Si spalancò lentamente, come va a rilento tutto ciò che accade sulla Luna. Davanti al Selene, in un cerchio che si estendeva per molte centinaia di metri, la liscia distesa si era contratta come un ombelico. Il Mare della Sete si era animato e si muoveva, sconvolto da forze destate da un sonno millenario. Il centro del movimento sismico era al fondo di una specie di imbuto, come se nella polvere si fosse formato un mulinello gigantesco. Ogni fase di quella agghiacciante metamorfosi fu spietatamente illuminata dal chiarore terrestre: in pochi istanti il cratere divenne così profondo che la parete opposta si perse nell’ombra, e sembrò a tutti che il Selene stesse precipitando in una sacca di assoluta oscurità, lungo un arco di annientamento.

La verità era quasi altrettanto tragica. Quando Pat raggiunse i comandi, il battello stava ormai precipitando giù per quella impossibile china, trascinato dal proprio slancio e spinto dal flusso della polvere che ricadeva verso il fondo del cratere. Pat non poté fare altro che tentare di mantenere lo scafo in equilibrio, e sperare che quella velocità li spingesse su per l’altro versante dell’imbuto prima che questo si richiudesse sopra di loro.

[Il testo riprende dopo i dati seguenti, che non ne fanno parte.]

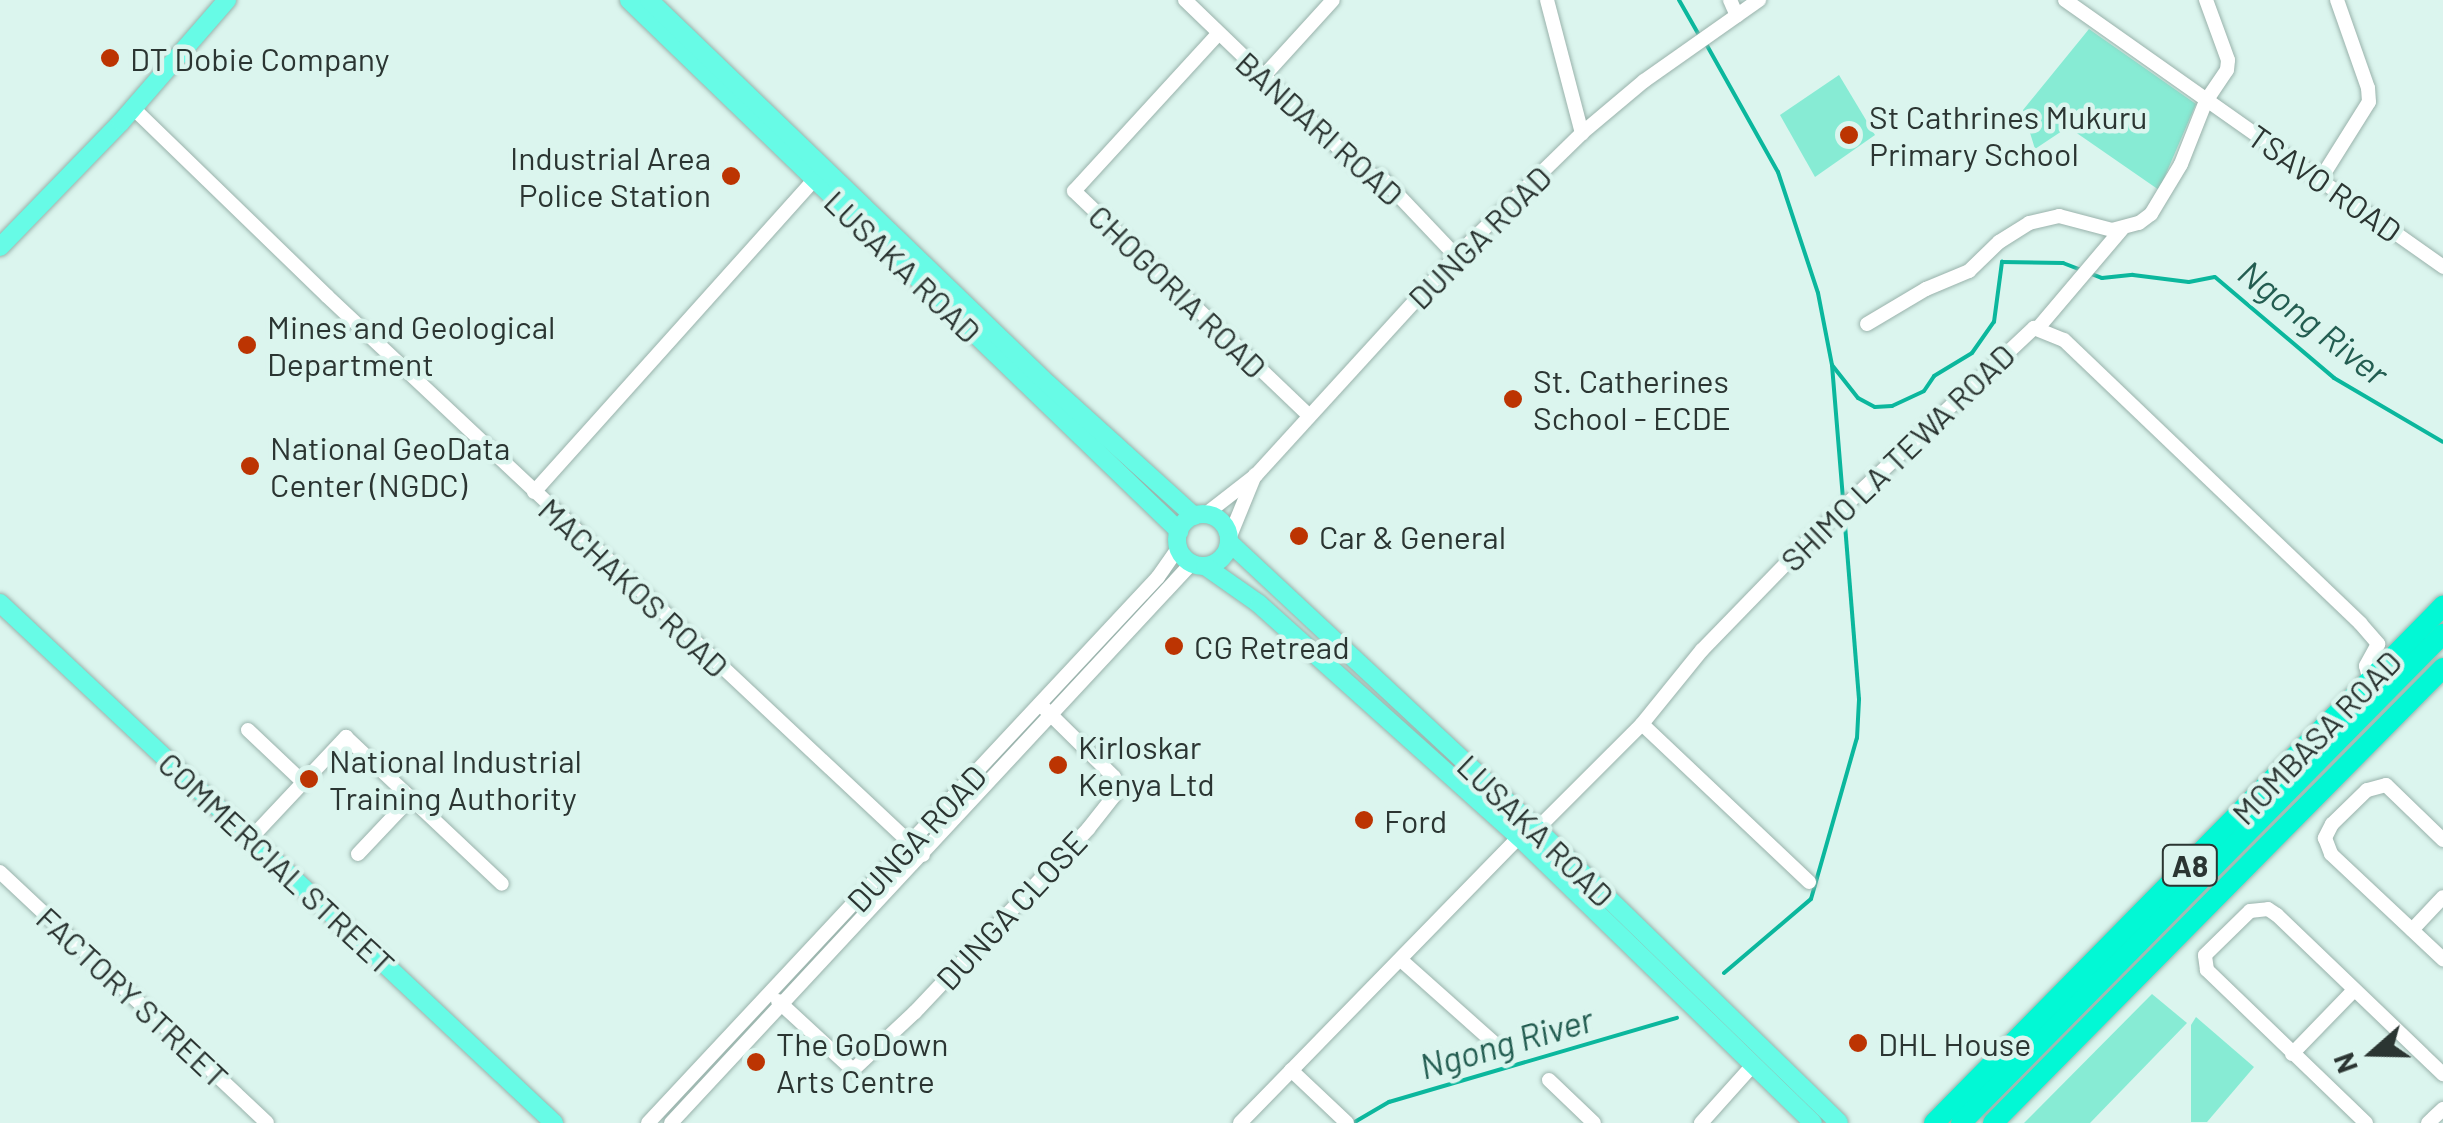 <!DOCTYPE html>
<html>
<head>
<meta charset="utf-8">
<style>
  body { margin:0 }
  #map { position:relative; width:2443px; height:1123px; overflow:hidden; background:#dbf5ee; font-family:Barlow,sans-serif }
  div>[style] { position:absolute }
  .green>* { inset:0; background:#87ebd4 }
  .stream>* { height:4px; margin:-2px; padding:0 2px; transform-origin:2px; border-radius:2px; background:#0bb79d }
  .roads { filter:drop-shadow(0 0 2px #99b2ab) drop-shadow(0 0 2px #99b2ab) }
  .minor>* { height:14px; margin:-7px; padding:0 7px; transform-origin:7px; border-radius:7px; background:#fff }
  .major>* { height:18px; margin:-9px; padding:0 9px; transform-origin:9px; border-radius:9px; background:#67fbe6 }
  .major>.ring { margin:-9px; padding:0; box-sizing:content-box; background:none; border:18px solid #67fbe6; border-radius:50% }
  .highway>* { height:20px; margin:-10px; padding:0 10px; transform-origin:10px; border-radius:10px; background:#02f8d5 }
  .dots>* { width:28px; height:28px; translate:-50% -50%; box-sizing:border-box; border:5px solid #dbf5ee; border-radius:50% }
  span { translate:-50% -50%; white-space:nowrap; text-align:center; line-height:1.15; -webkit-text-stroke:9px #dbf5ee; paint-order:stroke }
  .shield-label span { padding:2px 8px; background:#dbf5ee; border:2px solid; border-radius:8px; -webkit-text-stroke-width:0 }
  .shield-label { font-size:30px; color:#2b3532; font-weight:700 }
  .poi-label { font-size:32px; color:#2b3532 }
  .left { translate:0 -50%; text-align:left }
  .right { translate:-100% -50%; text-align:right }
  .street-label { font-size:32px; color:#2b3532 }
  .water-label { font-size:35px; color:#235d51; font-style:italic }
  .north { position:absolute; left:2323px; top:1003px; width:100px; height:100px; -webkit-text-stroke:8px #dbf5ee; paint-order:stroke; rotate:250deg; font-size:28px; font-weight:700; line-height:40px; text-align:center; color:#2b3532 }
  .north::after { content:''; display:block; margin:auto; width:35px; height:45px; background:#2b3532; clip-path:polygon(50% 0,100% 100%,50% 72%,0 100%) }
</style>
</head>
<body>
<div id="map">
  <div class="green">
    <i style="clip-path:polygon(2089px 29px,2196px 104px,2159px 190px,2068px 127px,2035px 149px,2023px 110px)"></i>
    <i style="clip-path:polygon(1839px 75px,1875px 135px,1815px 177px,1780px 115px)"></i>
    <i style="clip-path:polygon(2152px 994px,2187px 1023px,2090px 1123px,2024px 1123px)"></i>
    <i style="clip-path:polygon(2196px 1017px,2254px 1067px,2207px 1122px,2191px 1122px,2191px 1025px)"></i>
  </div>
  <div class="stream">
    <i style="left:1679px;top:0;width:40px;rotate:60.3deg"></i>
    <i style="left:1705px;top:42px;width:149px;rotate:60.7deg"></i>
    <i style="left:1778px;top:172px;width:127px;rotate:71.7deg"></i>
    <i style="left:1818px;top:293px;width:73px;rotate:79deg"></i>
    <i style="left:1832px;top:365px;width:135px;rotate:85.3deg"></i>
    <i style="left:1832px;top:365px;width:42px;rotate:51.8deg"></i>
    <i style="left:1858px;top:398px;width:19px;rotate:28deg"></i>
    <i style="left:1875px;top:407px;width:17px;rotate:-3deg"></i>
    <i style="left:1892px;top:406px;width:35px;rotate:-25deg"></i>
    <i style="left:1924px;top:391px;width:18px;rotate:-56deg"></i>
    <i style="left:1934px;top:376px;width:44px;rotate:-31.2deg"></i>
    <i style="left:1972px;top:353px;width:38px;rotate:-55deg"></i>
    <i style="left:1994px;top:322px;width:61px;rotate:-82.4deg"></i>
    <i style="left:2002px;top:262px;width:61px;rotate:0.9deg"></i>
    <i style="left:2063px;top:263px;width:42px;rotate:21deg"></i>
    <i style="left:2102px;top:278px;width:31px;rotate:-6deg"></i>
    <i style="left:2133px;top:275px;width:56px;rotate:7.1deg"></i>
    <i style="left:2189px;top:282px;width:26px;rotate:-11deg"></i>
    <i style="left:2215px;top:277px;width:156px;rotate:40.3deg"></i>
    <i style="left:2334px;top:378px;width:126px;rotate:30.4deg"></i>
    <i style="left:1724px;top:973px;width:114px;rotate:-40.4deg"></i>
    <i style="left:1811px;top:899px;width:167px;rotate:-74.1deg"></i>
    <i style="left:1857px;top:738px;width:39px;rotate:-87deg"></i>
    <i style="left:1859px;top:699px;width:186px;rotate:-94.6deg"></i>
    <i style="left:1353px;top:1123px;width:42px;rotate:-30.3deg"></i>
    <i style="left:1389px;top:1102px;width:300px;rotate:-16.3deg"></i>
  </div>
  <div class="roads">
    <div class="minor">
      <i style="left:1185px;top:0;width:228px;rotate:43.9deg"></i>
      <i style="left:1349px;top:158px;width:24px;rotate:42deg"></i>
      <i style="left:1367px;top:174px;width:14px;rotate:12deg"></i>
      <i style="left:1381px;top:177px;width:109px;rotate:46.5deg"></i>
      <i style="left:1547px;top:0;width:138px;rotate:75.3deg"></i>
      <i style="left:1730px;top:0;width:17px;rotate:66deg"></i>
      <i style="left:2065px;top:0;width:463px;rotate:35.2deg"></i>
      <i style="left:1218px;top:34px;width:213px;rotate:132.5deg"></i>
      <i style="left:1074px;top:191px;width:323px;rotate:43.7deg"></i>
      <i style="left:1262px;top:78px;width:105px;rotate:-47.7deg"></i>
      <i style="left:132px;top:107px;width:272px;rotate:44.1deg"></i>
      <i style="left:327px;top:296px;width:817px;rotate:43.17deg"></i>
      <i style="left:2320px;top:180px;width:92px;rotate:-57.9deg"></i>
      <i style="left:2369px;top:102px;width:14px;rotate:-94deg"></i>
      <i style="left:2368px;top:88px;width:93px;rotate:-109.4deg"></i>
      <i style="left:1867px;top:324px;width:69px;rotate:-30.7deg"></i>
      <i style="left:1926px;top:289px;width:47px;rotate:-22.7deg"></i>
      <i style="left:1969px;top:271px;width:42px;rotate:-44deg"></i>
      <i style="left:1999px;top:242px;width:36px;rotate:-32deg"></i>
      <i style="left:2029px;top:223px;width:31px;rotate:-13deg"></i>
      <i style="left:2059px;top:216px;width:55px;rotate:14.8deg"></i>
      <i style="left:2112px;top:230px;width:28px;rotate:-15deg"></i>
      <i style="left:2139px;top:223px;width:15px;rotate:-37deg"></i>
      <i style="left:2151px;top:214px;width:58px;rotate:-59deg"></i>
      <i style="left:2181px;top:164px;width:68px;rotate:-68.4deg"></i>
      <i style="left:2206px;top:101px;width:37px;rotate:-56deg"></i>
      <i style="left:2227px;top:70px;width:10px;rotate:-84deg"></i>
      <i style="left:2228px;top:60px;width:64px;rotate:-110.1deg"></i>
      <i style="left:2038px;top:328px;width:130px;rotate:-49.7deg"></i>
      <i style="left:534px;top:492px;width:419px;rotate:-48.1deg"></i>
      <i style="left:1206px;top:514px;width:63px;rotate:-38deg"></i>
      <i style="left:1256px;top:475px;width:297px;rotate:-47.6deg"></i>
      <i style="left:1456px;top:256px;width:176px;rotate:-44.3deg"></i>
      <i style="left:1582px;top:133px;width:81px;rotate:-40deg"></i>
      <i style="left:1644px;top:81px;width:141px;rotate:-35.2deg"></i>
      <i style="left:1230px;top:536px;width:66px;rotate:-67.7deg"></i>
      <i style="left:1642px;top:724px;width:230px;rotate:43.4deg"></i>
      <i style="left:248px;top:730px;width:76px;rotate:43.4deg"></i>
      <i style="left:1537px;top:829px;width:148px;rotate:-45deg"></i>
      <i style="left:1642px;top:724px;width:95px;rotate:-51deg"></i>
      <i style="left:1702px;top:650px;width:158px;rotate:-45.8deg"></i>
      <i style="left:1812px;top:537px;width:305px;rotate:-43.3deg"></i>
      <i style="left:2034px;top:328px;width:32px;rotate:22deg"></i>
      <i style="left:2064px;top:340px;width:410px;rotate:43.7deg"></i>
      <i style="left:2360px;top:623px;width:28px;rotate:49deg"></i>
      <i style="left:2378px;top:644px;width:25px;rotate:119deg"></i>
      <i style="left:2366px;top:666px;width:16px;rotate:75deg"></i>
      <i style="left:251px;top:838px;width:139px;rotate:-46.8deg"></i>
      <i style="left:346px;top:737px;width:214px;rotate:43.3deg"></i>
      <i style="left:2443px;top:840px;width:79px;rotate:-136deg"></i>
      <i style="left:2386px;top:785px;width:20px;rotate:165deg"></i>
      <i style="left:2367px;top:790px;width:49px;rotate:135.8deg"></i>
      <i style="left:2332px;top:824px;width:16px;rotate:117deg"></i>
      <i style="left:2325px;top:838px;width:17px;rotate:69deg"></i>
      <i style="left:2331px;top:854px;width:154px;rotate:43.2deg"></i>
      <i style="left:358px;top:854px;width:77px;rotate:-46.6deg"></i>
      <i style="left:0;top:872px;width:366px;rotate:43.2deg"></i>
      <i style="left:2412px;top:930px;width:45px;rotate:-46.8deg"></i>
      <i style="left:1402px;top:961px;width:134px;rotate:41.7deg"></i>
      <i style="left:778px;top:1001px;width:102px;rotate:42.6deg"></i>
      <i style="left:853px;top:1070px;width:85px;rotate:-43.1deg"></i>
      <i style="left:915px;top:1012px;width:252px;rotate:-46.6deg"></i>
      <i style="left:1088px;top:829px;width:42px;rotate:-51.8deg"></i>
      <i style="left:1114px;top:796px;width:19px;rotate:-90deg"></i>
      <i style="left:1114px;top:777px;width:98px;rotate:-135.4deg"></i>
      <i style="left:2292px;top:1054px;width:89px;rotate:-45.9deg"></i>
      <i style="left:1291px;top:1070px;width:77px;rotate:43.4deg"></i>
      <i style="left:1549px;top:1080px;width:62px;rotate:43.7deg"></i>
      <i style="left:648px;top:1123px;width:747px;rotate:-46.95deg"></i>
      <i style="left:1158px;top:577px;width:35px;rotate:-55deg"></i>
      <i style="left:671px;top:1123px;width:765px;rotate:-47.07deg"></i>
      <i style="left:1240px;top:1123px;width:400px;rotate:-45.7deg"></i>
      <i style="left:1701px;top:1123px;width:79px;rotate:-48.1deg"></i>
      <i style="left:2366px;top:1123px;width:221px;rotate:-136.1deg"></i>
      <i style="left:2207px;top:970px;width:15px;rotate:-98deg"></i>
      <i style="left:2205px;top:955px;width:63px;rotate:-44.4deg"></i>
      <i style="left:2250px;top:911px;width:18px;rotate:-6deg"></i>
      <i style="left:2268px;top:909px;width:11px;rotate:34deg"></i>
      <i style="left:2277px;top:915px;width:230px;rotate:43.8deg"></i>
      <i style="left:2428px;top:1123px;width:21px;rotate:-43deg"></i>
    </div>
    <div class="major">
      <i style="left:629px;top:0;width:765px;rotate:43.99deg"></i>
      <i style="left:649px;top:0;width:554px;rotate:43.9deg"></i>
      <i style="left:1048px;top:384px;width:197px;rotate:42.1deg"></i>
      <i style="left:0;top:247px;width:174px;rotate:-45.9deg"></i>
      <i style="left:121px;top:122px;width:162px;rotate:-49deg"></i>
      <i class="ring" style="left:1177px;top:514px;width:34px;height:34px"></i>
      <i style="left:1229px;top:542px;width:421px;rotate:43deg"></i>
      <i style="left:1537px;top:829px;width:421px;rotate:44.2deg"></i>
      <i style="left:1205px;top:566px;width:66px;rotate:35.1deg"></i>
      <i style="left:1259px;top:604px;width:349px;rotate:41.9deg"></i>
      <i style="left:1519px;top:837px;width:410px;rotate:44.2deg"></i>
      <i style="left:0;top:603px;width:760px;rotate:43.19deg"></i>
    </div>
    <div class="highway">
      <i style="left:1934px;top:1123px;width:726px;rotate:-45.45deg"></i>
      <i style="left:1961px;top:1123px;width:687px;rotate:-45.41deg"></i>
      <i style="left:1993px;top:1123px;width:640px;rotate:-45.32deg"></i>
    </div>
  </div>
  <div class="dots">
    <i style="left:110px;top:58px;background:#bc3402"></i>
    <i style="left:1849px;top:135px;background:#bc3402"></i>
    <i style="left:731px;top:176px;background:#bc3402"></i>
    <i style="left:247px;top:345px;background:#bc3402"></i>
    <i style="left:1513px;top:399px;background:#bc3402"></i>
    <i style="left:250px;top:466px;background:#bc3402"></i>
    <i style="left:1299px;top:536px;background:#bc3402"></i>
    <i style="left:1174px;top:646px;background:#bc3402"></i>
    <i style="left:1058px;top:765px;background:#bc3402"></i>
    <i style="left:309px;top:779px;background:#bc3402"></i>
    <i style="left:1364px;top:820px;background:#bc3402"></i>
    <i style="left:1858px;top:1043px;background:#bc3402"></i>
    <i style="left:756px;top:1062px;background:#bc3402"></i>
  </div>
  <div class="shield-label">
    <span style="left:2190px;top:865px">A8</span>
  </div>
  <div class="poi-label">
    <span class="left" style="left:130px;top:58px">DT Dobie Company</span>
    <span class="left" style="left:1869px;top:135px">St Cathrines Mukuru<br>Primary School</span>
    <span class="right" style="left:711px;top:176px">Industrial Area<br>Police Station</span>
    <span class="left" style="left:267px;top:345px">Mines and Geological<br>Department</span>
    <span class="left" style="left:1533px;top:399px">St. Catherines<br>School - ECDE</span>
    <span class="left" style="left:270px;top:466px">National GeoData<br>Center (NGDC)</span>
    <span class="left" style="left:1319px;top:536px">Car &amp; General</span>
    <span class="left" style="left:1194px;top:646px">CG Retread</span>
    <span class="left" style="left:1078px;top:765px">Kirloskar<br>Kenya Ltd</span>
    <span class="left" style="left:329px;top:779px">National Industrial<br>Training Authority</span>
    <span class="left" style="left:1384px;top:820px">Ford</span>
    <span class="left" style="left:1878px;top:1043px">DHL House</span>
    <span class="left" style="left:776px;top:1062px">The GoDown<br>Arts Centre</span>
  </div>
  <div class="street-label">
    <span style="left:1320px;top:128px;rotate:42deg">BANDARI ROAD</span>
    <span style="left:2325px;top:183px;rotate:35deg">TSAVO ROAD</span>
    <span style="left:1479px;top:237px;rotate:-45deg">DUNGA ROAD</span>
    <span style="left:903px;top:266px;rotate:44deg">LUSAKA ROAD</span>
    <span style="left:1178px;top:291px;rotate:44deg">CHOGORIA ROAD</span>
    <span style="left:1897px;top:457px;rotate:-44deg">SHIMO LA TEWA ROAD</span>
    <span style="left:634px;top:587px;rotate:43deg">MACHAKOS ROAD</span>
    <span style="left:2316px;top:737px;rotate:-46deg">MOMBASA ROAD</span>
    <span style="left:1536px;top:830px;rotate:44deg">LUSAKA ROAD</span>
    <span style="left:916px;top:838px;rotate:-47deg">DUNGA ROAD</span>
    <span style="left:277px;top:863px;rotate:43deg">COMMERCIAL STREET</span>
    <span style="left:1011px;top:910px;rotate:-47deg">DUNGA CLOSE</span>
    <span style="left:133px;top:997px;rotate:43deg">FACTORY STREET</span>
  </div>
  <div class="water-label">
    <span style="left:2314px;top:322px;rotate:38deg">Ngong River</span>
    <span style="left:1506px;top:1042px;rotate:-16deg">Ngong River</span>
  </div>
  <div class="north">N</div>
</div>
</body>
</html>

Forse i passeggeri urlarono atterriti, ma Pat non li udì. Era conscio unicamente di quello spaventoso precipitare e del proprio sforzo per impedire allo scafo di rovesciarsi.

Già il Selene cominciava a inerpicarsi su per l’altra parete, già il bordo del cratere pareva vicino, ma sotto lo scafo la sabbia cedeva, le eliche annaspavano come le zampe di un insetto. I motori spinti al massimo riuscivano a guadagnare un po’ di strada, ma non era sufficiente. La polvere scendeva sempre più rapida verso il fondo dell’imbuto e, quel che era peggio, cominciava a sommergere le paratie del battello. Ecco: aveva già raggiunto il bordo inferiore dei finestrini; ora stava salendo lungo le vetrate… le aveva coperte completamente. Harris spense i motori prima che andassero in pezzi, e subito la marea montante della polvere cancellò l’ultimo chiarore che ancora si intravedeva della falce di Terra. Nel buio e nel silenzio il Selene sprofondò nella Luna.

Nella Sala degli impianti elettronici per il Controllo del Traffico, dal Lato Terra una memoria elettronica si risvegliò inquieta. Le otto di sera, ora lunare, erano passate da un secondo, e uno schema di impulsi, che sarebbe dovuto arrivare automaticamente allo scoccare di ogni ora, non era comparso.

Con una rapidità inconcepibile per il pensiero umano, il piccolo insieme di cellule e di microscopici relais cercò istruzioni: «ASPETTARE CINQUE SECONDI» dissero gli ordini codificati «SE NON ACCADE NULLA, CHIUDERE IL CIRCUITO 10011001.»

La minutissima parte del sistema elettronico fin qui interessata al problema aspettò con pazienza che quell’enorme periodo di tempo trascorresse… una vera eternità, sufficiente per fare cento milioni di addizioni da venti cifre, o per stampare buona parte della Biblioteca del Congresso. Poi chiuse il circuito.

In alto, sopra la superficie della Luna, da un’antenna che era puntata direttamente verso la Terra, un impulso radio si lanciò nello spazio. In un sessantesimo di secondo aveva percorso i cinquantamila chilometri fino al satelliterelais noto sotto il nome di Lagrange II, direttamente in linea tra la Terra e la Luna. Un altro sessantesimo di secondo e l’impulso era di ritorno, sensibilmente amplificato, e investiva tutto il Lato Terra Nord della Luna, dal polo all’equatore.